Supplied material:
╭──
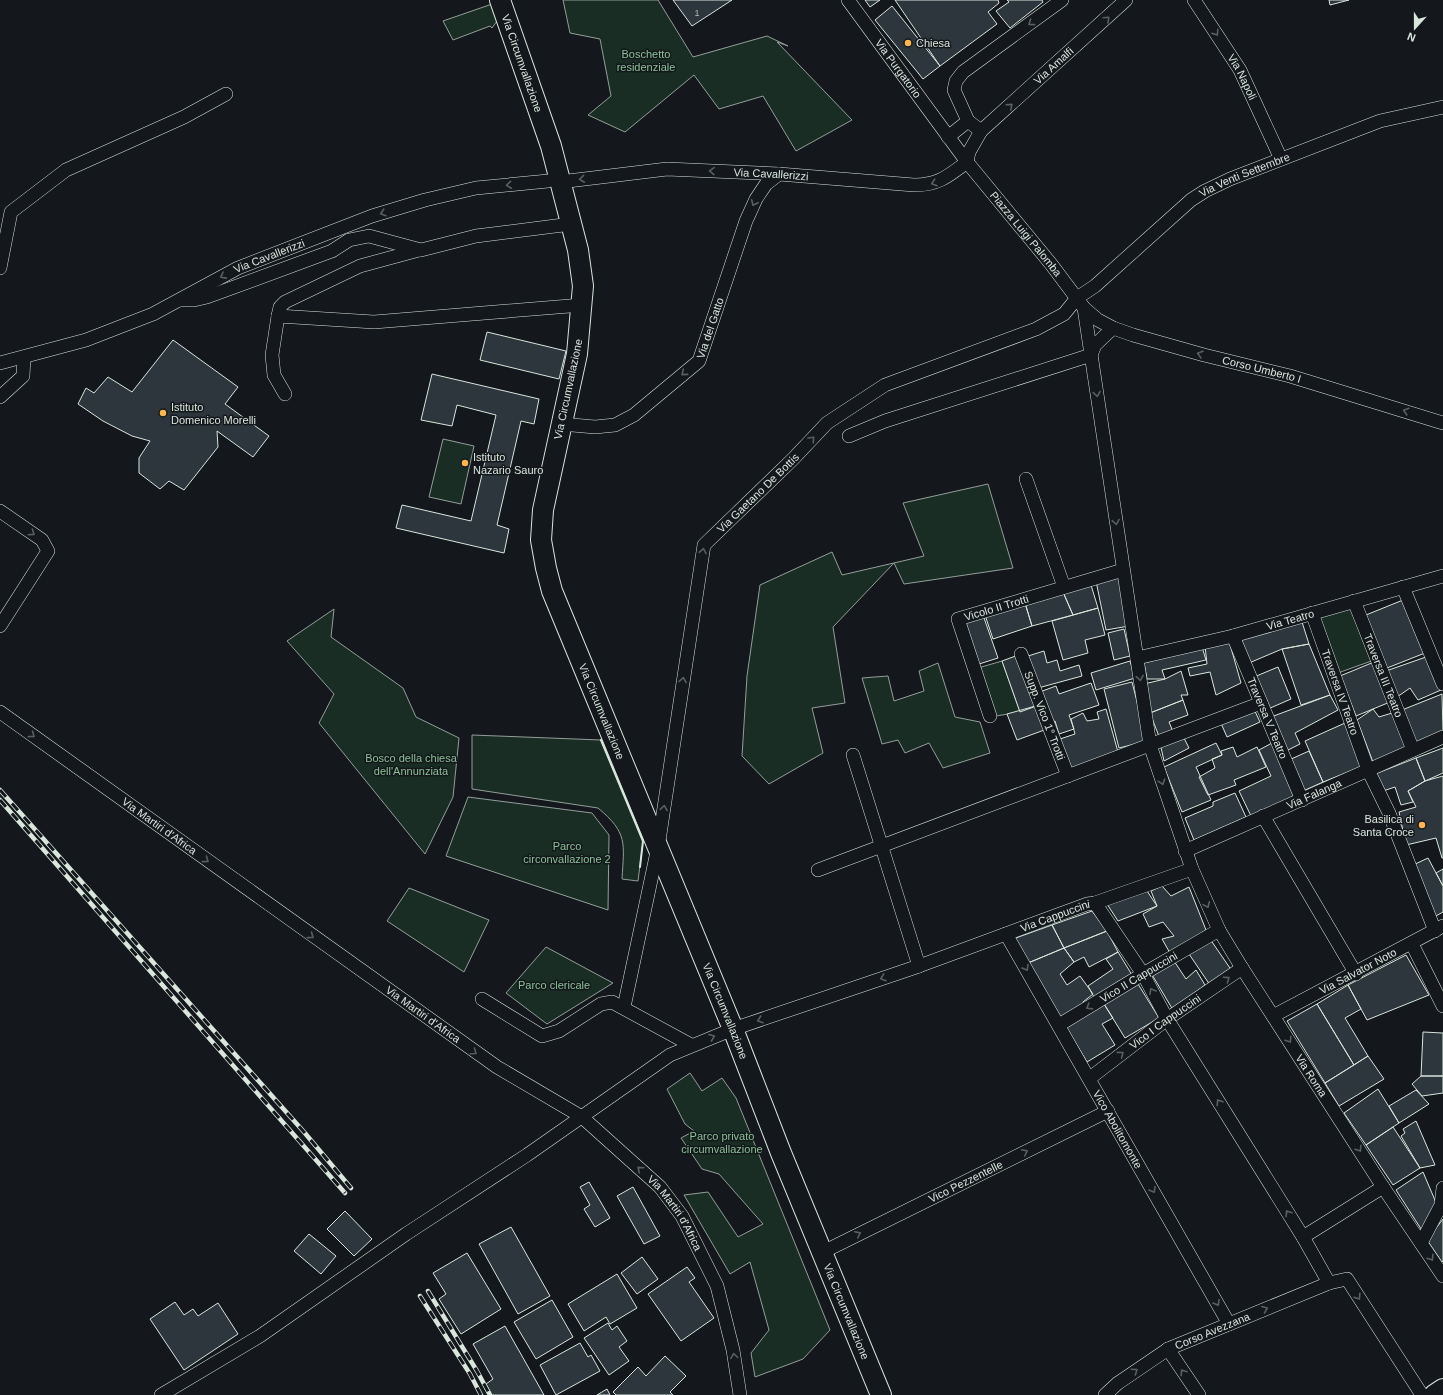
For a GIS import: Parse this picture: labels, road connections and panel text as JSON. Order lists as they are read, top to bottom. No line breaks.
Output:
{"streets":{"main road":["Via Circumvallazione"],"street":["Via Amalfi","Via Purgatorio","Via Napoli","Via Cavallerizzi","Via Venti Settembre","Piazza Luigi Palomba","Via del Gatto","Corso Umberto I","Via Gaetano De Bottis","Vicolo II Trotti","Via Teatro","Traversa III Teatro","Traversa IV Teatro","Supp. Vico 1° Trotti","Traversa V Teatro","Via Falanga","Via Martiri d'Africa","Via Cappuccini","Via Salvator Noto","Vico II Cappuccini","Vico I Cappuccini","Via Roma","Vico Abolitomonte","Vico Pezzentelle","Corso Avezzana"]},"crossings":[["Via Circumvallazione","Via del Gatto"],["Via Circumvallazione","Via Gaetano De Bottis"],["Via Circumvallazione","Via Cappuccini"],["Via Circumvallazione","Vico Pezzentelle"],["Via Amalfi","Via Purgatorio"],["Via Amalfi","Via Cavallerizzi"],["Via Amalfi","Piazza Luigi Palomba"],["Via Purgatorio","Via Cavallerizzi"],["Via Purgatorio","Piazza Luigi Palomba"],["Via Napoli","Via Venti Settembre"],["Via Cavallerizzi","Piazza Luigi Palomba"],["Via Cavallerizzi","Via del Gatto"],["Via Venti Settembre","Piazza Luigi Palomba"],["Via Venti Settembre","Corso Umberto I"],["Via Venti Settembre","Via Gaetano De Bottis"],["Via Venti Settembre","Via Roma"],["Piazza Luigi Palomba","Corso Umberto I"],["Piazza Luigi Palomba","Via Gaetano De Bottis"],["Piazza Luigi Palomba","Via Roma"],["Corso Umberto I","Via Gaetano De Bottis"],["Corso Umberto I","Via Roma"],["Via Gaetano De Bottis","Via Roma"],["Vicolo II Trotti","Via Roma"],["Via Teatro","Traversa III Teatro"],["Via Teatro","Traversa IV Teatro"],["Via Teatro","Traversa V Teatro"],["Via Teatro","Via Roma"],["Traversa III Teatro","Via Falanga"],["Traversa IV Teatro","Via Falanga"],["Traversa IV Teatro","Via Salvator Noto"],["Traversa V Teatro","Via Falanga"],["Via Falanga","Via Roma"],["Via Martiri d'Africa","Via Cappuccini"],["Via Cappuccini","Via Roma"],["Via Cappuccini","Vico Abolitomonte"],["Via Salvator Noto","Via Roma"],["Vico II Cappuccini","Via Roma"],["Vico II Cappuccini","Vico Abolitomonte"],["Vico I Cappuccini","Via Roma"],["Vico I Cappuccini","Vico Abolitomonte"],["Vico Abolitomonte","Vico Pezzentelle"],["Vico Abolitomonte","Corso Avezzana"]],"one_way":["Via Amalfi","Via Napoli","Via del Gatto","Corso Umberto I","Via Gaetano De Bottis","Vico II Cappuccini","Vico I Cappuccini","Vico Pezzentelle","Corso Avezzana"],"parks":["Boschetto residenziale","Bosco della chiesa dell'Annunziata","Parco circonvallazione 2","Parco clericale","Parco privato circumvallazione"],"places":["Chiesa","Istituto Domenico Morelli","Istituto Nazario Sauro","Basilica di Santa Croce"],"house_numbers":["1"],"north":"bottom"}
╰──
About this task: Output the material above verbatim but exclude each picture.

Answer to this exercise:
For a GIS import: Parse this picture: labels, road connections and panel text as JSON. Order lists as they are read, top to bottom. No line breaks.
Output:
{"streets":{"main road":["Via Circumvallazione"],"street":["Via Amalfi","Via Purgatorio","Via Napoli","Via Cavallerizzi","Via Venti Settembre","Piazza Luigi Palomba","Via del Gatto","Corso Umberto I","Via Gaetano De Bottis","Vicolo II Trotti","Via Teatro","Traversa III Teatro","Traversa IV Teatro","Supp. Vico 1° Trotti","Traversa V Teatro","Via Falanga","Via Martiri d'Africa","Via Cappuccini","Via Salvator Noto","Vico II Cappuccini","Vico I Cappuccini","Via Roma","Vico Abolitomonte","Vico Pezzentelle","Corso Avezzana"]},"crossings":[["Via Circumvallazione","Via del Gatto"],["Via Circumvallazione","Via Gaetano De Bottis"],["Via Circumvallazione","Via Cappuccini"],["Via Circumvallazione","Vico Pezzentelle"],["Via Amalfi","Via Purgatorio"],["Via Amalfi","Via Cavallerizzi"],["Via Amalfi","Piazza Luigi Palomba"],["Via Purgatorio","Via Cavallerizzi"],["Via Purgatorio","Piazza Luigi Palomba"],["Via Napoli","Via Venti Settembre"],["Via Cavallerizzi","Piazza Luigi Palomba"],["Via Cavallerizzi","Via del Gatto"],["Via Venti Settembre","Piazza Luigi Palomba"],["Via Venti Settembre","Corso Umberto I"],["Via Venti Settembre","Via Gaetano De Bottis"],["Via Venti Settembre","Via Roma"],["Piazza Luigi Palomba","Corso Umberto I"],["Piazza Luigi Palomba","Via Gaetano De Bottis"],["Piazza Luigi Palomba","Via Roma"],["Corso Umberto I","Via Gaetano De Bottis"],["Corso Umberto I","Via Roma"],["Via Gaetano De Bottis","Via Roma"],["Vicolo II Trotti","Via Roma"],["Via Teatro","Traversa III Teatro"],["Via Teatro","Traversa IV Teatro"],["Via Teatro","Traversa V Teatro"],["Via Teatro","Via Roma"],["Traversa III Teatro","Via Falanga"],["Traversa IV Teatro","Via Falanga"],["Traversa IV Teatro","Via Salvator Noto"],["Traversa V Teatro","Via Falanga"],["Via Falanga","Via Roma"],["Via Martiri d'Africa","Via Cappuccini"],["Via Cappuccini","Via Roma"],["Via Cappuccini","Vico Abolitomonte"],["Via Salvator Noto","Via Roma"],["Vico II Cappuccini","Via Roma"],["Vico II Cappuccini","Vico Abolitomonte"],["Vico I Cappuccini","Via Roma"],["Vico I Cappuccini","Vico Abolitomonte"],["Vico Abolitomonte","Vico Pezzentelle"],["Vico Abolitomonte","Corso Avezzana"]],"one_way":["Via Amalfi","Via Napoli","Via del Gatto","Corso Umberto I","Via Gaetano De Bottis","Vico II Cappuccini","Vico I Cappuccini","Vico Pezzentelle","Corso Avezzana"],"parks":["Boschetto residenziale","Bosco della chiesa dell'Annunziata","Parco circonvallazione 2","Parco clericale","Parco privato circumvallazione"],"places":["Chiesa","Istituto Domenico Morelli","Istituto Nazario Sauro","Basilica di Santa Croce"],"house_numbers":["1"],"north":"bottom"}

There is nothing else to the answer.